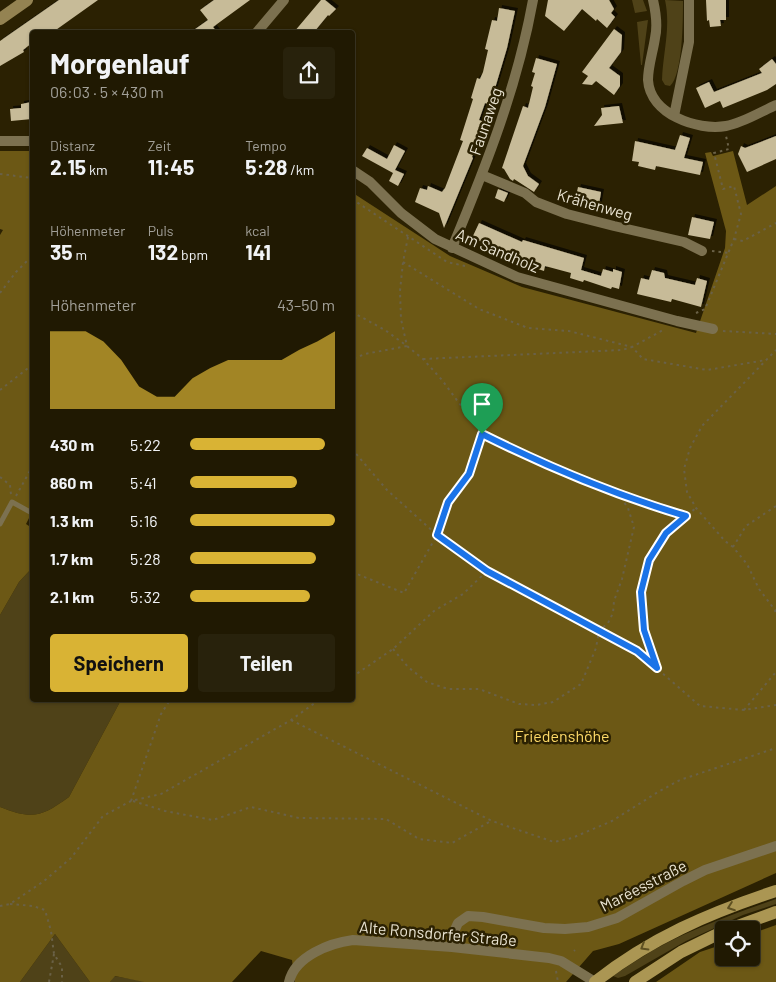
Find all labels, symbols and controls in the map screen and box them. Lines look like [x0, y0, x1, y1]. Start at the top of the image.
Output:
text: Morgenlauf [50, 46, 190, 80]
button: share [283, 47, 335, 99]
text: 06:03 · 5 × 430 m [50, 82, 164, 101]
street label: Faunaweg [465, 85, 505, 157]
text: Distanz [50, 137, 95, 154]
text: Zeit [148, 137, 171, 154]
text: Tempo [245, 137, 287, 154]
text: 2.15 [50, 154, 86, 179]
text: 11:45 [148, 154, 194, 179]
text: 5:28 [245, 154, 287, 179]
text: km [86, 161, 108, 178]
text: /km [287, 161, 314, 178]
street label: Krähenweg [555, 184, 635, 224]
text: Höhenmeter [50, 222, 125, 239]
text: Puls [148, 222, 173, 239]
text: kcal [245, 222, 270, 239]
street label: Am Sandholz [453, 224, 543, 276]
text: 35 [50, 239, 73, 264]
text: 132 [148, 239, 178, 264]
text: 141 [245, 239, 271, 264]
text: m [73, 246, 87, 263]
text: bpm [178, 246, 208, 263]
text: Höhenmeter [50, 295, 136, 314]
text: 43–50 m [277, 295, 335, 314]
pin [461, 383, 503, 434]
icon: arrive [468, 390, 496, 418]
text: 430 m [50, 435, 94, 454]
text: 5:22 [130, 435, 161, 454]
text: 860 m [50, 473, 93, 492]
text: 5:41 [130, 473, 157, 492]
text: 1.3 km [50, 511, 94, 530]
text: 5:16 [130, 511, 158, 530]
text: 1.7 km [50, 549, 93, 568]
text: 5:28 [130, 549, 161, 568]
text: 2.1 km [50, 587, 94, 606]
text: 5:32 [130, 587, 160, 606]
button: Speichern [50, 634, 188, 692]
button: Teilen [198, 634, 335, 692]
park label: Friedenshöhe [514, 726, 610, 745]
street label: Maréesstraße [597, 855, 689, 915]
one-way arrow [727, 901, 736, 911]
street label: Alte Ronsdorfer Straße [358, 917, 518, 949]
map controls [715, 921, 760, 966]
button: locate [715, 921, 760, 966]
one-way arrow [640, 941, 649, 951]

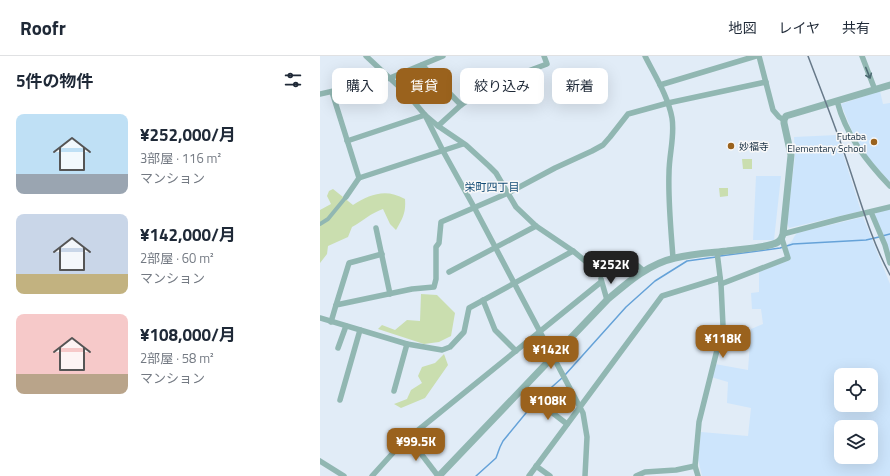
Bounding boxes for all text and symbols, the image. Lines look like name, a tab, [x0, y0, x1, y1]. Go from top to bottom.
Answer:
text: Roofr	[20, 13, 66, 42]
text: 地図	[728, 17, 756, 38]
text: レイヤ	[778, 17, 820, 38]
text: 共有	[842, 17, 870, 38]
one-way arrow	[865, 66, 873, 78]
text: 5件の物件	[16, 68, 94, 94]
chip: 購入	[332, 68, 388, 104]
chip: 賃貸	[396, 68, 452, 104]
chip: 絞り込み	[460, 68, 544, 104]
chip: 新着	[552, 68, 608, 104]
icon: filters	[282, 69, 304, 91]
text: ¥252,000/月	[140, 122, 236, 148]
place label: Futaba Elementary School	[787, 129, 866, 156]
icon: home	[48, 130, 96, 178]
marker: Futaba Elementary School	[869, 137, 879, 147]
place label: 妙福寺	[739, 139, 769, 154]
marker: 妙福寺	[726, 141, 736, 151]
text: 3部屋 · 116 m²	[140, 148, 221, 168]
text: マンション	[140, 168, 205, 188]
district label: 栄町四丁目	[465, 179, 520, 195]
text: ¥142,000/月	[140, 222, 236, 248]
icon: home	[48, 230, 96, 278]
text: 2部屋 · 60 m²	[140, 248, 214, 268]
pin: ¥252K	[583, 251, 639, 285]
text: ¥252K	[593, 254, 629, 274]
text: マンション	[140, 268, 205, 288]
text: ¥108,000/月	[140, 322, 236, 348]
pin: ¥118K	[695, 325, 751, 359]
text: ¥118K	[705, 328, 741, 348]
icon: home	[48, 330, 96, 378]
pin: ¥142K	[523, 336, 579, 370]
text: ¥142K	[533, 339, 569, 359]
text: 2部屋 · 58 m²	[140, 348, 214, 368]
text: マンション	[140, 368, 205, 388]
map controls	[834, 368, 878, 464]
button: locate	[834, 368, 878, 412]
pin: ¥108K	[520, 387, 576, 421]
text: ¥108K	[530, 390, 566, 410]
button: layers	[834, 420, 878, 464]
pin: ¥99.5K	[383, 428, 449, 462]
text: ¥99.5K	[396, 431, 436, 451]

▸ ACTIVITY
Every line that contains "look" should be copied out of the data.

▸ SOLUTION TO THIS EXERCISE
Find all labels, symbols and controls in the map screen and box them. Lines look like [x0, y0, x1, y1]. Start at the top of the image.
Bounding boxes for all text and symbols, the image. Lines look like name, a tab, [x0, y0, x1, y1]. Go from top to bottom.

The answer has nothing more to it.